• RECORDS FOR THIS TASK:
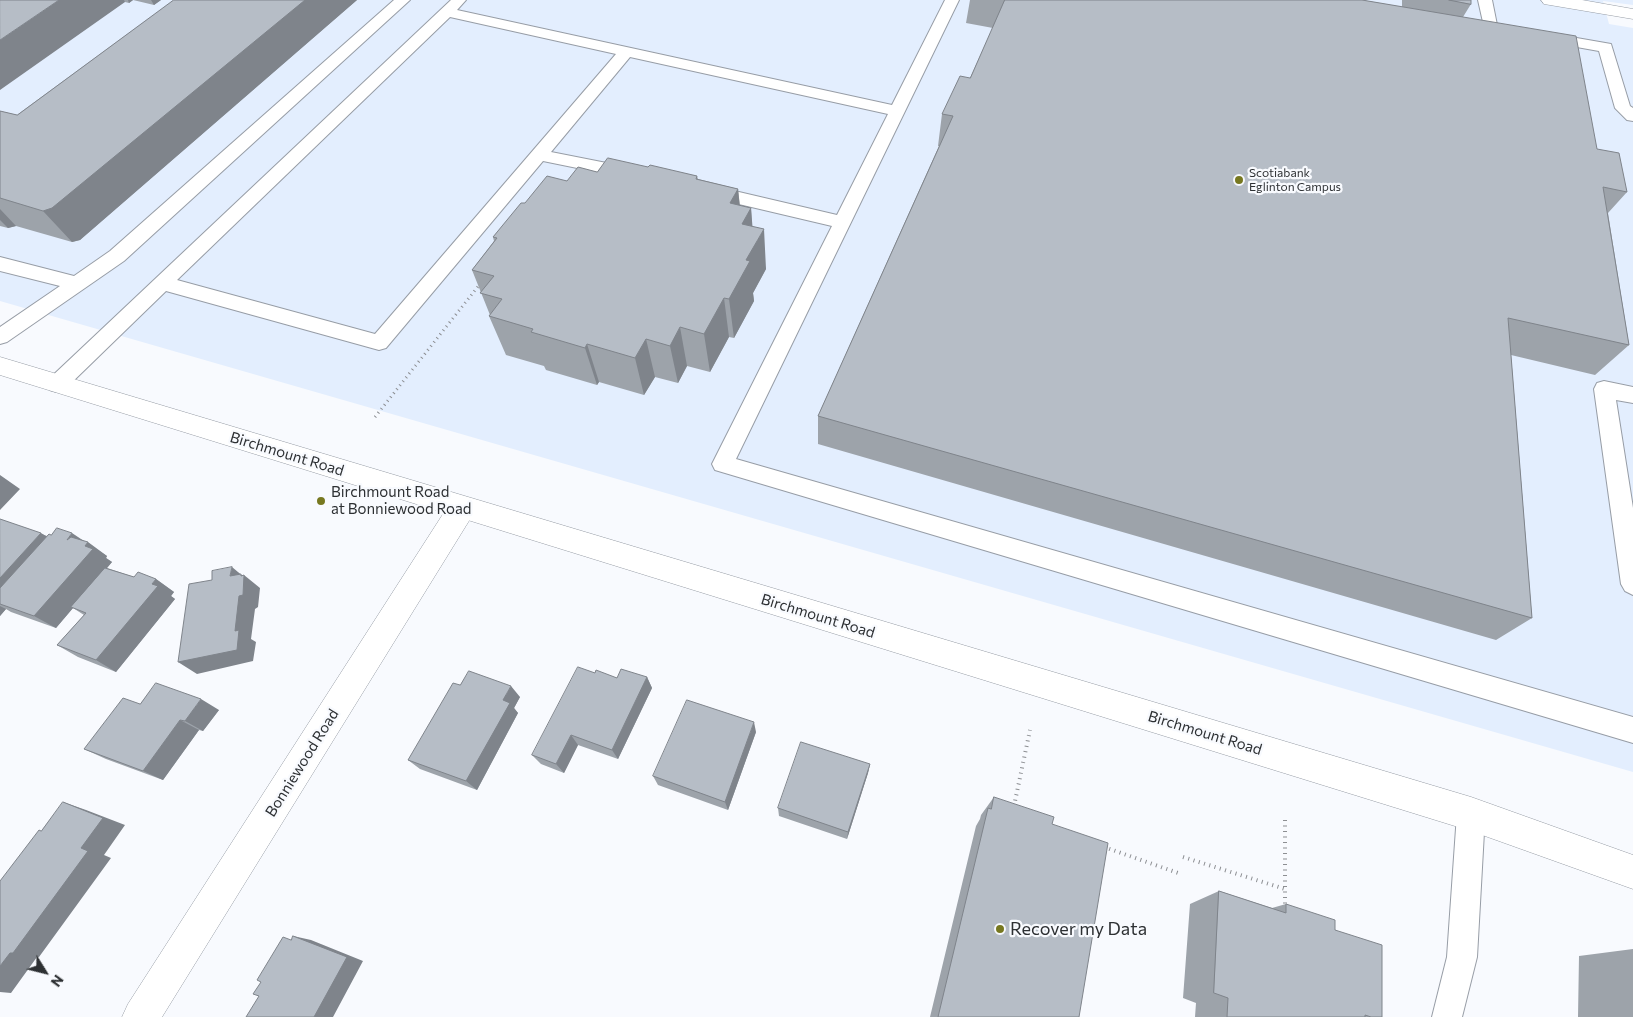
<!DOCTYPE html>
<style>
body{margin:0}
#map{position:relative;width:1633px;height:1017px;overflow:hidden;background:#f8fafe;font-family:Commissioner,sans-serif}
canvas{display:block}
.north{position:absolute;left:20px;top:947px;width:50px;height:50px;-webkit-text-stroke:4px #f8fafe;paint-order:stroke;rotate:126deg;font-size:14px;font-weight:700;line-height:20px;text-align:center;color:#2d3033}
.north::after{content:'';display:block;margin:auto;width:18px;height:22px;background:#2d3033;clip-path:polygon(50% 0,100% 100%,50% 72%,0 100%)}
</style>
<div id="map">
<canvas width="1633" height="1017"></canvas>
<div class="north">N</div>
</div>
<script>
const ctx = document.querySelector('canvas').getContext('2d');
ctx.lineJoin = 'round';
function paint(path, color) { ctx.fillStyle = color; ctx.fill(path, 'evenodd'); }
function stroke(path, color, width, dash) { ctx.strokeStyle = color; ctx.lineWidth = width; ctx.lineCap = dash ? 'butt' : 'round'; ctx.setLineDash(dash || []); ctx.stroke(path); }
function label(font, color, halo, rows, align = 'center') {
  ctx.font = font + ' Commissioner,sans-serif'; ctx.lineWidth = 4.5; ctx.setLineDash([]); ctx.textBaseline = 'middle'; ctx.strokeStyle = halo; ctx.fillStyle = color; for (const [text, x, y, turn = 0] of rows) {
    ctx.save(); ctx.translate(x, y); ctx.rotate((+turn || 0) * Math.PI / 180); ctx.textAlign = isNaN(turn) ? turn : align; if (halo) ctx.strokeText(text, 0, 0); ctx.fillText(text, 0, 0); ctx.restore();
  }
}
const built = new Path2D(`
 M 0,0 L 1633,0 L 1633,5 L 1603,1 L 1609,24 L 1633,28 L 1633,772 L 0,301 Z`);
const pathFar1 = new Path2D(`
 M 375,417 L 480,284`);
const path = new Path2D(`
 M 1014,806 L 1030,730
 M 1285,820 L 1285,907
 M 1104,847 L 1181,874
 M 1183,857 L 1285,889`);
const service = new Path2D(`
 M 394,0 L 410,0 L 124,261 L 7,342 L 0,344 L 0,327 L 60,286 L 0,271 L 0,257 L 74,276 L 110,251 Z
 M 451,0 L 466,0 L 457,10 L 892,105 L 945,0 L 959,0 L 736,459 L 1633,717 L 1633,743 L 715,470 L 712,464 L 832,226 L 709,197 L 703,195 L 700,191 L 703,187 L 709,185 L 837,215 L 888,114 L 630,57 L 551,152 L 637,169 L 640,173 L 637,177 L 631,179 L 543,161 L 386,348 L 379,350 L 166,291 L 64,390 L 57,392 L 50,390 L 47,384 L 50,378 ZM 450,17 L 616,54 L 375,334 L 177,280 Z
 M 1478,0 L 1492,0 L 1497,25 L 1519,29 L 1521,32 L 1519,35 L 1514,36 L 1485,31 Z
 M 1548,33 L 1611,44 L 1630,106 L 1633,108 L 1633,121 L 1627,120 L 1615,108 L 1599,51 L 1543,41 L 1540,38 L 1543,35 Z
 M 1604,381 L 1633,387 L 1633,403 L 1616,400 L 1633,508 L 1633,595 L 1625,591 L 1621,584 L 1594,389 L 1597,383 Z
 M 1471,800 L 1481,804 L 1485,814 L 1477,957 L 1462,1017 L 1432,1017 L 1447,957 L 1457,814 L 1461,804 Z`);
const minor = new Path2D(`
 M 1541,0 L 1582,0 L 1633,9 L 1633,19 L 1550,5 L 1544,4 Z
 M 462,496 L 472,500 L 476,508 L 472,516 L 162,1017 L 122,1017 L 128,1004 L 452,500 Z`);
const secondary = new Path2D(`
 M 0,357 L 1471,797 L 1633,855 L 1633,889 L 1471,831 L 0,375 Z`);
const wall = new Path2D(`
 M 0,0 L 161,0 L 154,5 L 133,0 L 129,3 L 125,2 Z
 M 174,0 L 357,0 L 80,240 L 72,242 L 16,226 L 8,228 L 0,226 L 0,111 L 17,115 Z
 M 970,0 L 1362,0 L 1402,7 L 1402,0 L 1471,0 L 1471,4 L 1463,17 L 1597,149 L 1627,192 L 1608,213 L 1629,345 L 1595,375 L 1511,355 L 1532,618 L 1496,640 L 818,444 L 818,416 L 939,146 L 938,146 L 942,114 L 970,78 L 993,28 L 966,23 Z
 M 648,167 L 697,176 L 698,179 L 738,189 L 740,206 L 751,208 L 752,226 L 766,269 L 753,293 L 754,301 L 734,338 L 729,337 L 710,372 L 687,366 L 678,383 L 655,377 L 644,395 L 599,382 L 597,385 L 546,370 L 544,366 L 506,355 L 489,316 L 490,315 L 472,270 L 494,241 L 493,237 L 525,203 L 567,181 L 597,172 Z
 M 0,519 L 47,536 L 51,535 L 84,541 L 107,556 L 106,558 L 112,562 L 107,568 L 134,577 L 156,579 L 174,592 L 171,596 L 175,599 L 116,672 L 78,657 L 57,645 L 84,615 L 73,608 L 56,628 L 11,612 L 6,609 L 0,616 Z
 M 595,673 L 617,678 L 647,677 L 652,688 L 618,759 L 578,745 L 564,773 L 541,764 L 532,755 Z
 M 460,685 L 520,697 L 514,708 L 518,713 L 477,790 L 420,769 L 408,760 Z
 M 140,704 L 219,710 L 203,731 L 199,730 L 163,780 L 106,759 L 84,749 Z
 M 756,732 L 728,810 L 658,785 L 653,776 Z
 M 870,764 L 868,773 L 847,839 L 779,816 L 778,808 Z
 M 994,797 L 1052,824 L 1079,1017 L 930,1017 L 976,826 L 980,819 L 981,815 Z
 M 1219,891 L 1272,908 L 1286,904 L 1335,930 L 1382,1017 L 1195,1017 L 1196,1003 L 1183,998 L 1190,904 Z
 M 1633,949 L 1633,1017 L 1578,1017 L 1579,956 Z`);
const shadedWall = new Path2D(`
 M 59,0 L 124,0 L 125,2 L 0,90 L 0,40 Z
 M 128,0 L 133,0 L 129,3 Z
 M 151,0 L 161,0 L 154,5 Z
 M 305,0 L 357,0 L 80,240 L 72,242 L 43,211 Z
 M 738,189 L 742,229 L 730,203 Z
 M 751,208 L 754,246 L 764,229 L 766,269 L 753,293 L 754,301 L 734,338 L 729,299 L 742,224 Z
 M 0,209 L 16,226 L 8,228 L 0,220 Z
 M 724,298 L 729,337 L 710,372 L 704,334 Z
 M 680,327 L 687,366 L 678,383 L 670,346 Z
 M 646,339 L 655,377 L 644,395 L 635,358 Z
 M 587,344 L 599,382 L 597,385 L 585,348 Z
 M 0,475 L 20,489 L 0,510 Z
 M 41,533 L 62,546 L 0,604 L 0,578 Z
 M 72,533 L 87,543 L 88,542 L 107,556 L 106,558 L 112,562 L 73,608 L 71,607 L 73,608 L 56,628 L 34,616 L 67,540 Z
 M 232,567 L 244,577 L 244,575 L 260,588 L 258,607 L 255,609 L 251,639 L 256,642 L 253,661 L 197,674 L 178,662 L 235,631 L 230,576 Z
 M 156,579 L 174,592 L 171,596 L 175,599 L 116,672 L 96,660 Z
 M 0,606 L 6,609 L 0,616 Z
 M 647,677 L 652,688 L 618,759 L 612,750 Z
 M 511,686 L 520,697 L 514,708 L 518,713 L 477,790 L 466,781 L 503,700 Z
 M 201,699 L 219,710 L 203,731 L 185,721 Z
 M 180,720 L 199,730 L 163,780 L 143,771 Z
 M 754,722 L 756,732 L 728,810 L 725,802 Z
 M 571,735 L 578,745 L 564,773 L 556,764 Z
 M 870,764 L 868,773 L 847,839 L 848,832 Z
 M 63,802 L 86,810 L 125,825 L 104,855 L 111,858 L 39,957 L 37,957 L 11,993 L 0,992 L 0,966 L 81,848 Z
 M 293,936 L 311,940 L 363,961 L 333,1017 L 314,1017 Z`);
const building = new Path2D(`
 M 0,0 L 59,0 L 0,40 Z
 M 174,0 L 305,0 L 52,208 L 43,211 L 0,198 L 0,111 L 17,115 Z
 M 1005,0 L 1362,0 L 1576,36 L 1597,149 L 1619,153 L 1627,192 L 1603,187 L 1629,345 L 1508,318 L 1532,618 L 818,416 L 953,116 L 942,114 L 960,76 L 970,78 Z
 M 1449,0 L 1471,0 L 1471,4 Z
 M 608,158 L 648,167 L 650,165 L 697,176 L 696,179 L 738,189 L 730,203 L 751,208 L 742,224 L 764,229 L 746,260 L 750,261 L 729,299 L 724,298 L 704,334 L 680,327 L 670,346 L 646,339 L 635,358 L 587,344 L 585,348 L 531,332 L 533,329 L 489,316 L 502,299 L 480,293 L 494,276 L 472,270 L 497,238 L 493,237 L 521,203 L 525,203 L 547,176 L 567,181 L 578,167 L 597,172 Z
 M 0,519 L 41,533 L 0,578 Z
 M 57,528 L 72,533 L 67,540 L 71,537 L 88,542 L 85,546 L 93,549 L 34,616 L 0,604 L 0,588 L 49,534 L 51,535 Z
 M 232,567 L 230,576 L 241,574 L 241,576 L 244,575 L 243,595 L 239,596 L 235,631 L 239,630 L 237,650 L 178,662 L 189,584 L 212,580 L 212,571 Z
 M 105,568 L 134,577 L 138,572 L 156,579 L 152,584 L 158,586 L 96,660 L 57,645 L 86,613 L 71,607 Z
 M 578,667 L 595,673 L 596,670 L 617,678 L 621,669 L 647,677 L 612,750 L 571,735 L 556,764 L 532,755 Z
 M 469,671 L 511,686 L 503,700 L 510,703 L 466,781 L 408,760 L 453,683 L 460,685 Z
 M 156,683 L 201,699 L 185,721 L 180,720 L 143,771 L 84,749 L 123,698 L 140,704 Z
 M 687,700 L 754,722 L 725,802 L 653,776 Z
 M 801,742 L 870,764 L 848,832 L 778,808 Z
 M 994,797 L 1054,817 L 1052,824 L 1108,843 L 1079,1017 L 938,1017 L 988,808 L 991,809 Z
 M 63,802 L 103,818 L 81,848 L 88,851 L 13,953 L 10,953 L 0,966 L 0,881 L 39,830 L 41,831 Z
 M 1219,891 L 1286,913 L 1286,904 L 1335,920 L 1335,930 L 1382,945 L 1382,1017 L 1371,1017 L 1365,1015 L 1365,1017 L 1227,1017 L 1228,998 L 1214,993 Z
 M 293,936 L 347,957 L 314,1017 L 246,1017 L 259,996 L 253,994 L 261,982 L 257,980 L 283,937 L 291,940 Z`);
const markers = [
 [1239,180,5,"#777820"],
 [321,501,5,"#777820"],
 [1000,929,5,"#777820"]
];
const farPoinames = [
 ["Scotiabank",1249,173],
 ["Eglinton Campus",1249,187]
];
const streetNames = [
 ["Birchmount Road",287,454,17],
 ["Birchmount Road",818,616,17],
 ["Birchmount Road",1205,733,17],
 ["Bonniewood Road",302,763,-58]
];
const poiNames = [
 ["Birchmount Road",331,492],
 ["at Bonniewood Road",331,509]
];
const nearPoinames = [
 ["Recover my Data",1010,929]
];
paint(built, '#e3eefe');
stroke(service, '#979da6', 2);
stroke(minor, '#979da6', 1);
stroke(secondary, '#979da6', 1);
stroke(pathFar1, '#8c8e92', 3, [1, 4]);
stroke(path, '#8c8e92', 4, [1, 4.5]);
paint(service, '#fff');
paint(minor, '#fff');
paint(secondary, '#fff');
paint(wall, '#9da3aa');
paint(shadedWall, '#7f848b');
paint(building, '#b6bdc6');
stroke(building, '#7f848b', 1);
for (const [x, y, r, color] of markers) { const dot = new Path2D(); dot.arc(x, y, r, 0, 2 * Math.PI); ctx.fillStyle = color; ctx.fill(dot); stroke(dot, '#f8fafe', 2); }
label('12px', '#2d3033', '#f8fafe', farPoinames, 'left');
label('15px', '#2d3033', '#f8fafe', streetNames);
label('15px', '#2d3033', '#f8fafe', poiNames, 'left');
label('18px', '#2d3033', '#f8fafe', nearPoinames, 'left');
</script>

• EXERCISE INSTRUCTIONS:
Count the lines of the entries above that contain the word "align" and give only the number.

• WRITTEN RESPONSE:
3